A man stood in the middle of the room to military
attention and talked, his voice monotone: "We are soldiers who fought
defending our country … we fought greatly until we ran out of ammunition … we
ask the brother president to look into our situation and agree to the demands
of the brothers in Ansar al-Sharia and exchange us with their prisoners …"
We were taken into another cell, and another soldier
stood and narrated very similar lines while someone filmed him.
In the fourth room, we asked one of the men
squatting on the floor how were they being treated.
"Like a prisoner. Like a prisoner," he
repeated, his eyes staring at me wide open.
After we had been shown the prisoners, a heavily
armed squat man said: "They are poor soldiers, they give each soldier one
magazine, that's what, 30 bullets? We each carry 10 magazines how many bullets
is that? You calculate and we have more supplies in the middle of the battle,
we use Google maps and send scouts days before the attack. They are poor."
In the car on the way back a man – identifiable from
his voice as the commander – said: "We ask the government to respond to
us, and exchange those men."
And what if they don't?
"Sharia gives us three ways to deal with them,
either we release them, which we won't, or exchange them or kill them," he
said.
Later we walked around Jaar unaccompanied. A farmer
with a thin fuzz of white stubble on his face was making his way back from the
fields on the outskirts of town. What did he make of jihadi rule?
"They got three men from three different areas
and they cut their hands," he said. Had they stolen? "Yes, but what?
An air conditioner, a few items … but now no one dares to raise his voice in
Jaar, let alone steal. This town has gone quiet. Even in the market, no one
shouts. Al-Qaida have imposed security, but if they suspect that someone is spy
he will disappear."
The fertile land around Jaar appeared deserted. The
irrigation canals, neglected for almost a year, had dried up and the yellow
earth was cracked and powdery. Where mangos and papayas had once grown were
withered trees and swirling clouds of dust.
Many of the people have left, fleeing the shelling
by the government and aerial attacks. Tens of thousands of refugees are packed
in schools in Aden, where they live among uncollected garbage, raw sewage and
poverty.
"The people have left, each family leaving one
son in the house and the rest fled to Aden," said the old farmer.
One of those who has fled is Faisal.

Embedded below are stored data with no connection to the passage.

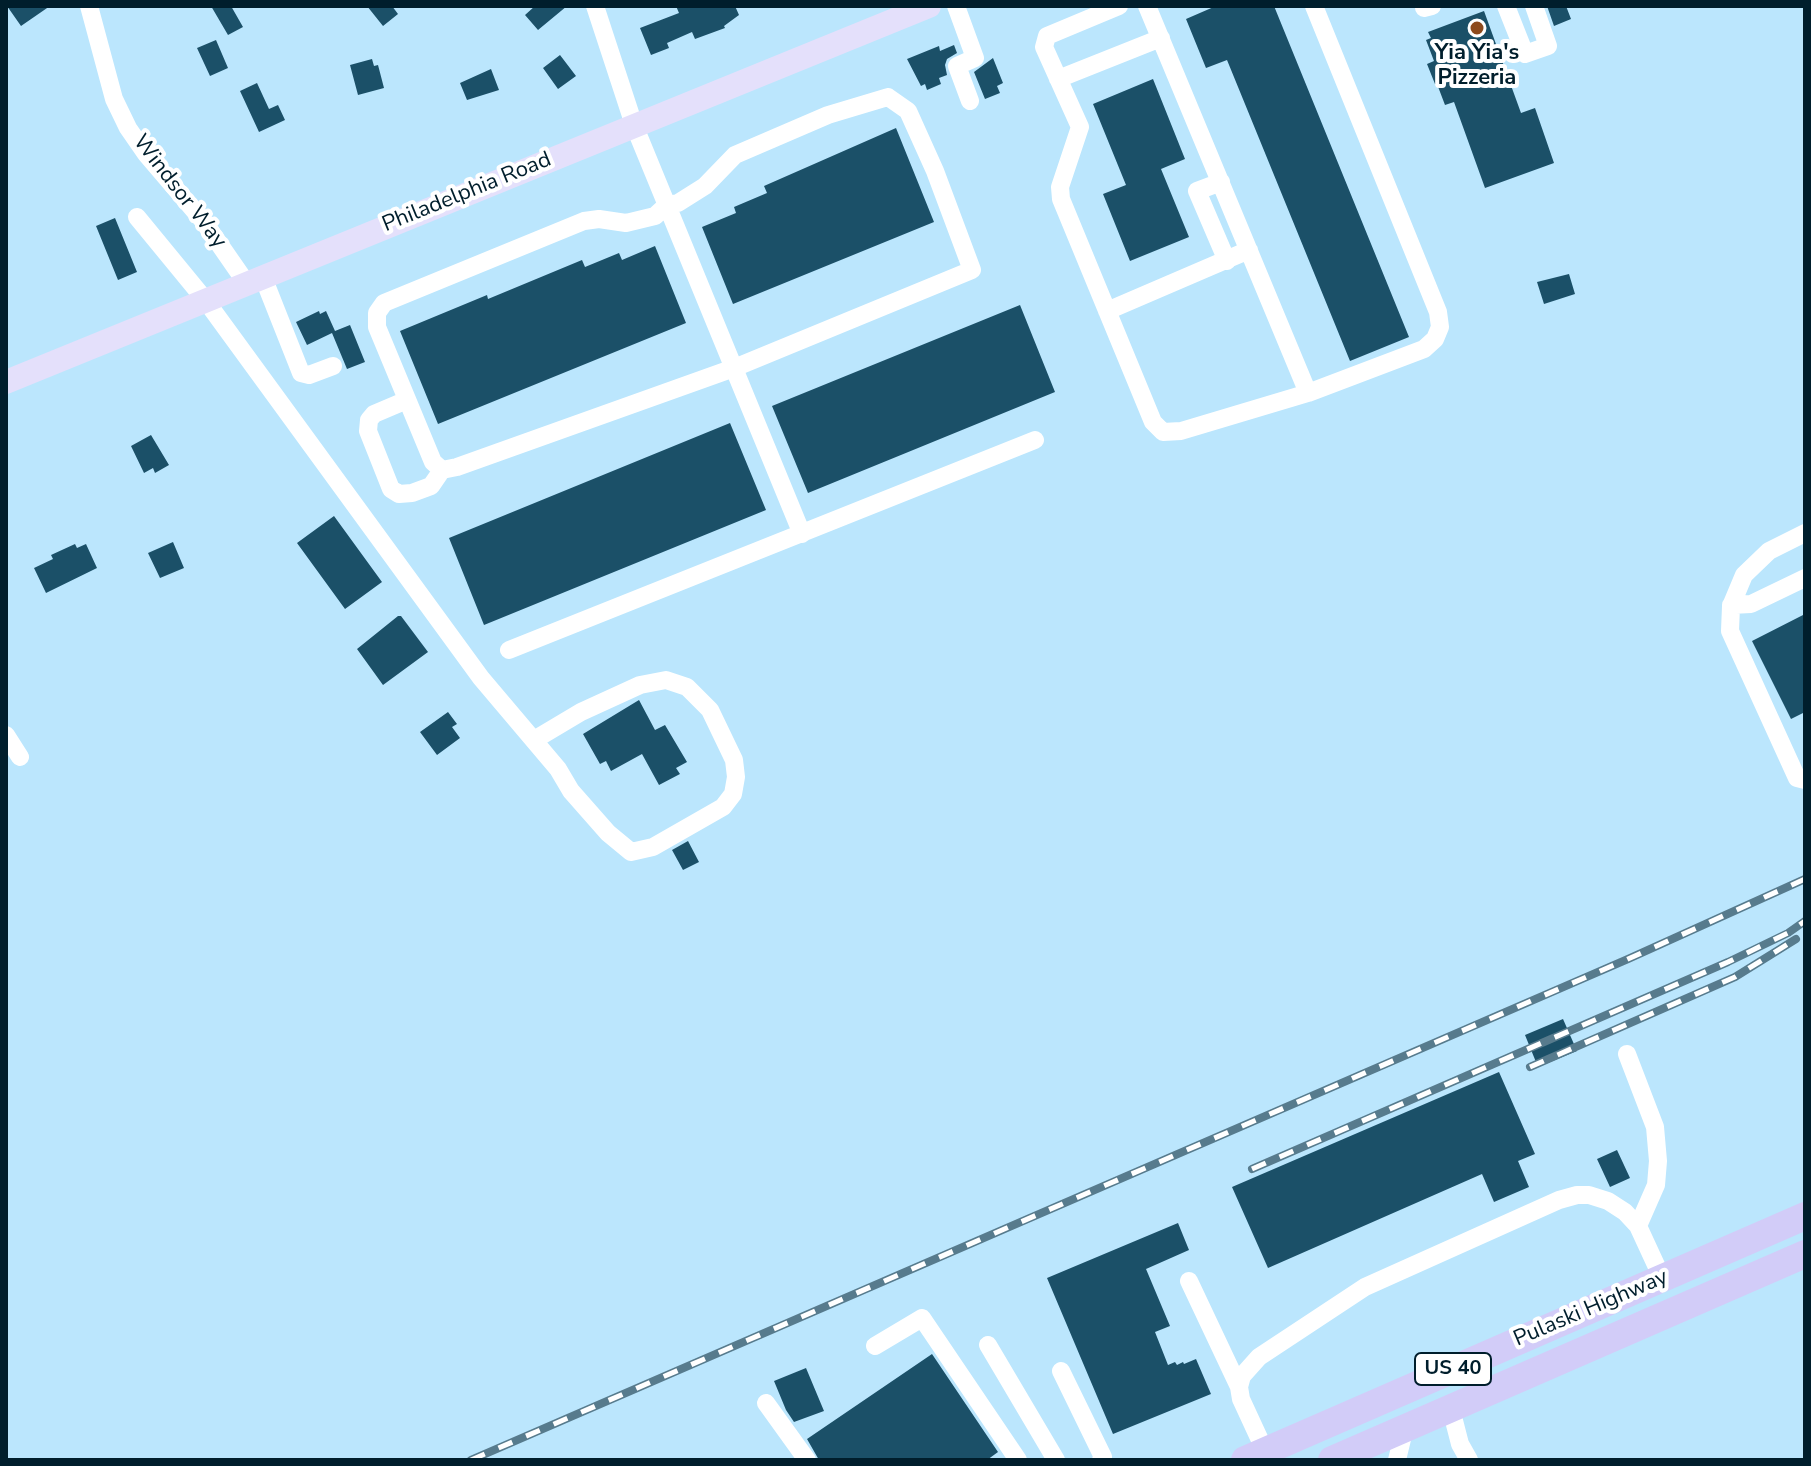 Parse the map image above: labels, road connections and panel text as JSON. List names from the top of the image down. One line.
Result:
{"streets":{"highway":["Pulaski Highway","US 40"],"main road":["Philadelphia Road"],"street":["Windsor Way"]},"crossings":[["Windsor Way","Philadelphia Road"]],"places":["Yia Yia's Pizzeria"]} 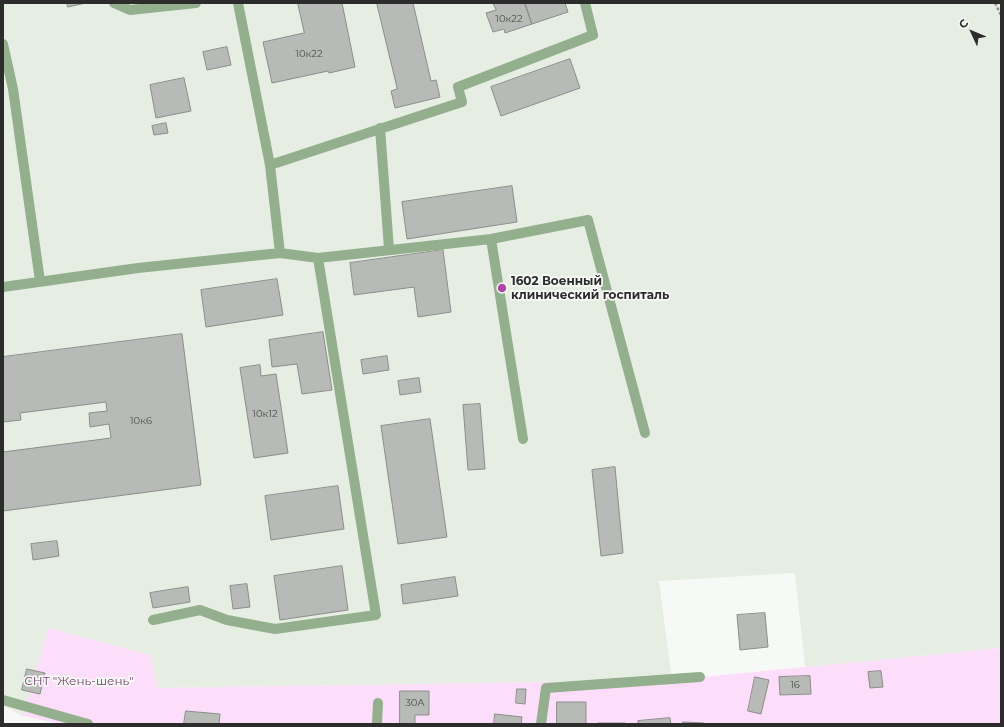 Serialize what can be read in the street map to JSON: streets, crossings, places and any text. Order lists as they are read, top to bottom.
{
  "parks": ["СНТ \"Жень-шень\""],
  "places": ["1602 Военный клинический госпиталь"],
  "house_numbers": [
    "10к22",
    "10к22",
    "10к12",
    "10к6",
    "16",
    "30А"
  ],
  "north": "top left"
} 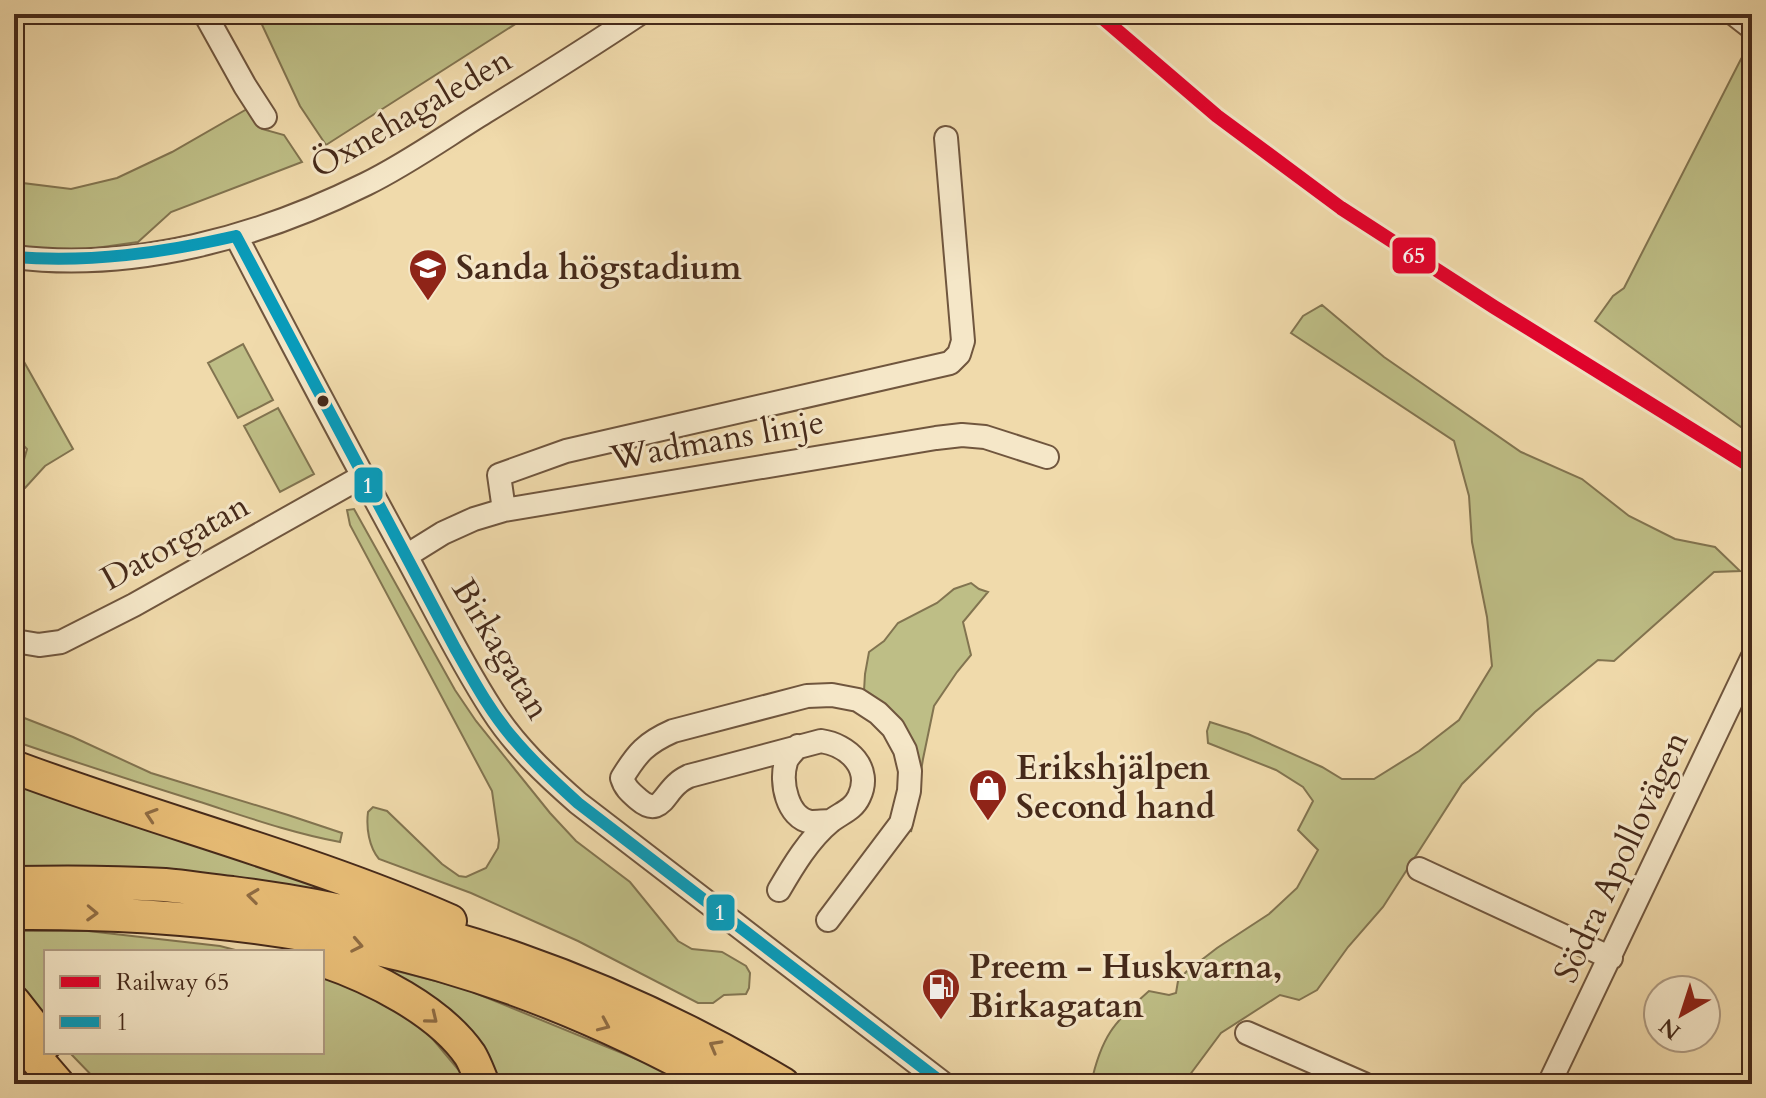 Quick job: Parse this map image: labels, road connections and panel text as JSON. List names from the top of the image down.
{
  "streets": {
    "street": [
      "Öxnehagaleden",
      "Wadmans linje",
      "Datorgatan",
      "Birkagatan",
      "Södra Apollovägen"
    ]
  },
  "crossings": [
    ["Öxnehagaleden", "Birkagatan"],
    ["Wadmans linje", "Birkagatan"],
    ["Datorgatan", "Birkagatan"]
  ],
  "places": {
    "school or university": ["Sanda högstadium"],
    "shop": ["Erikshjälpen Second hand"],
    "fuel station": ["Preem - Huskvarna, Birkagatan"]
  },
  "lines": ["rail line 65", "transit line 1"],
  "legend": ["Railway 65", "1"],
  "north": "bottom left"
} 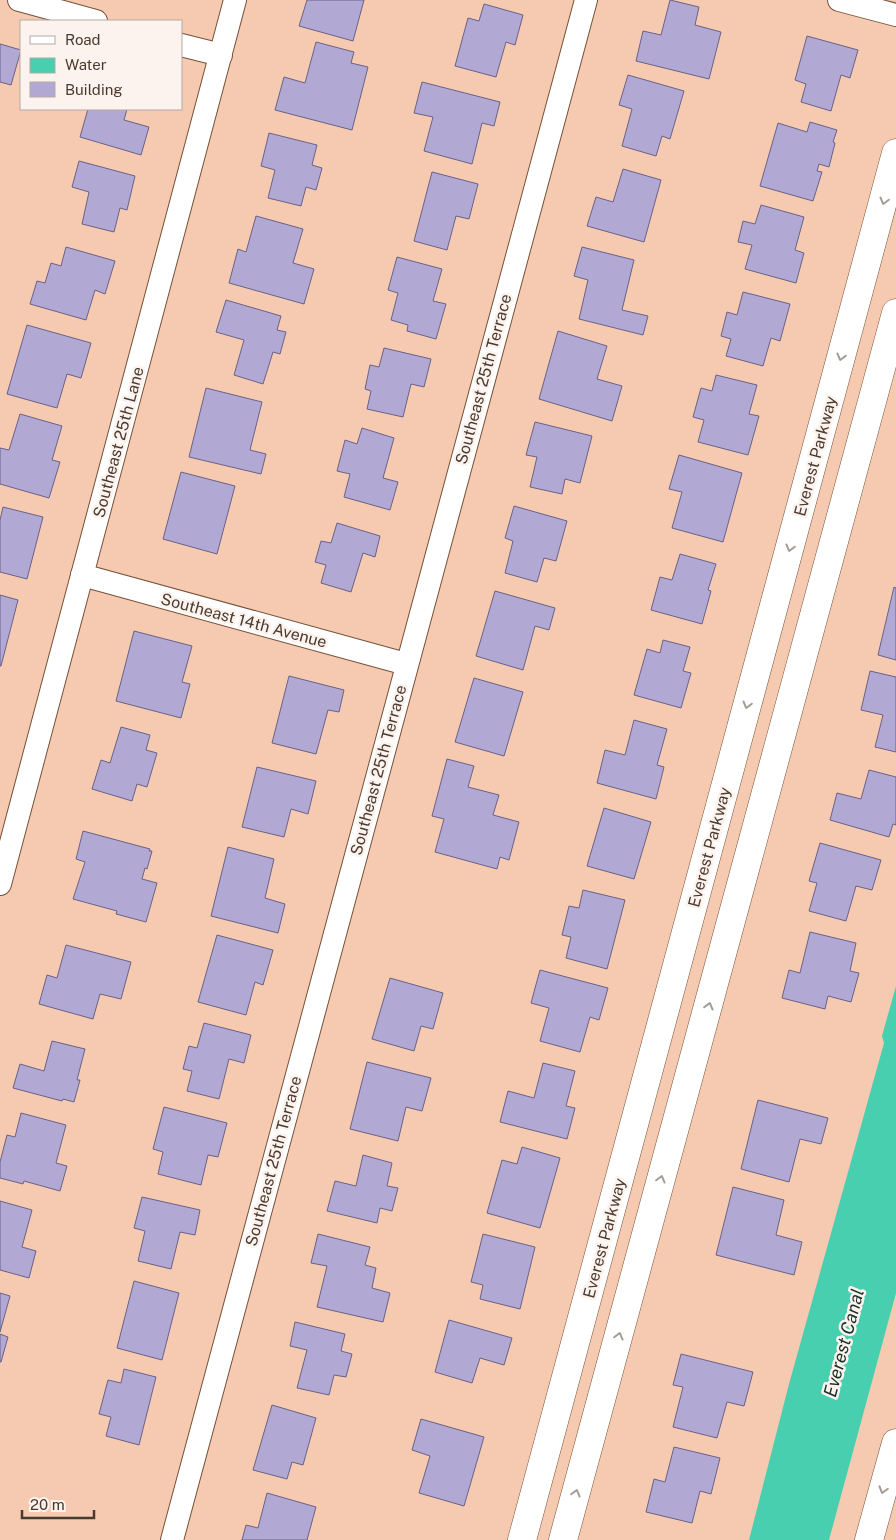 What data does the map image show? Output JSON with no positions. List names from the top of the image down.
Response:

He woke up one
morning last year and saw that the jihadis had taken control of the town.
"Not one bullet was fired," he said.
The people tried to march in the streets of Jaar in
protest against the town's takeover, Faisal said, but they were shot at and the
crowd dispersed. So he joined a caravan of refugees streaming towards Aden,
where he now lives in a camp.
A few months after taking Jaar, the jihadis pushed
into the nearby town of Zinjibar. They surrounded the police and security
services. The government's feared central security units abandoned their camp
and the next day the army did the same. The jihadis took over the banks and
raided the heavy weapons stores and ammunition dumps. Heavy shelling and
fighting in Zinjibar in the months that followed sent tens of thousands more
refugees to Aden, which now has the air of a city under siege.
In March, the emboldened jihadis scored another
tactical victory, attacking a military camp on the outskirts of Aden itself.
Instead of attacking the heavily guarded trenches and tank positions, the
jihadis followed a mountain trail and attacked the rear of the army. In a few
hours they had killed 182 soldiers and captured 72. They took the weapons and
left.
Many in Sana'a and Aden couldn't believe that the
Yemeni army could be so easily defeated by a band of tribespeople. Where were
all the American-backed anti-terror units?
In Aden, the Guardian met a young lieutenant, his
hair cropped short and his moustache pencil thin. He was still being paid by
the army, but hadn't worn a uniform in more than a month. He was part of the
reconnaissance unit of the 25th armoured brigade, which had been doing most of
the fighting in Abyan province in the last year.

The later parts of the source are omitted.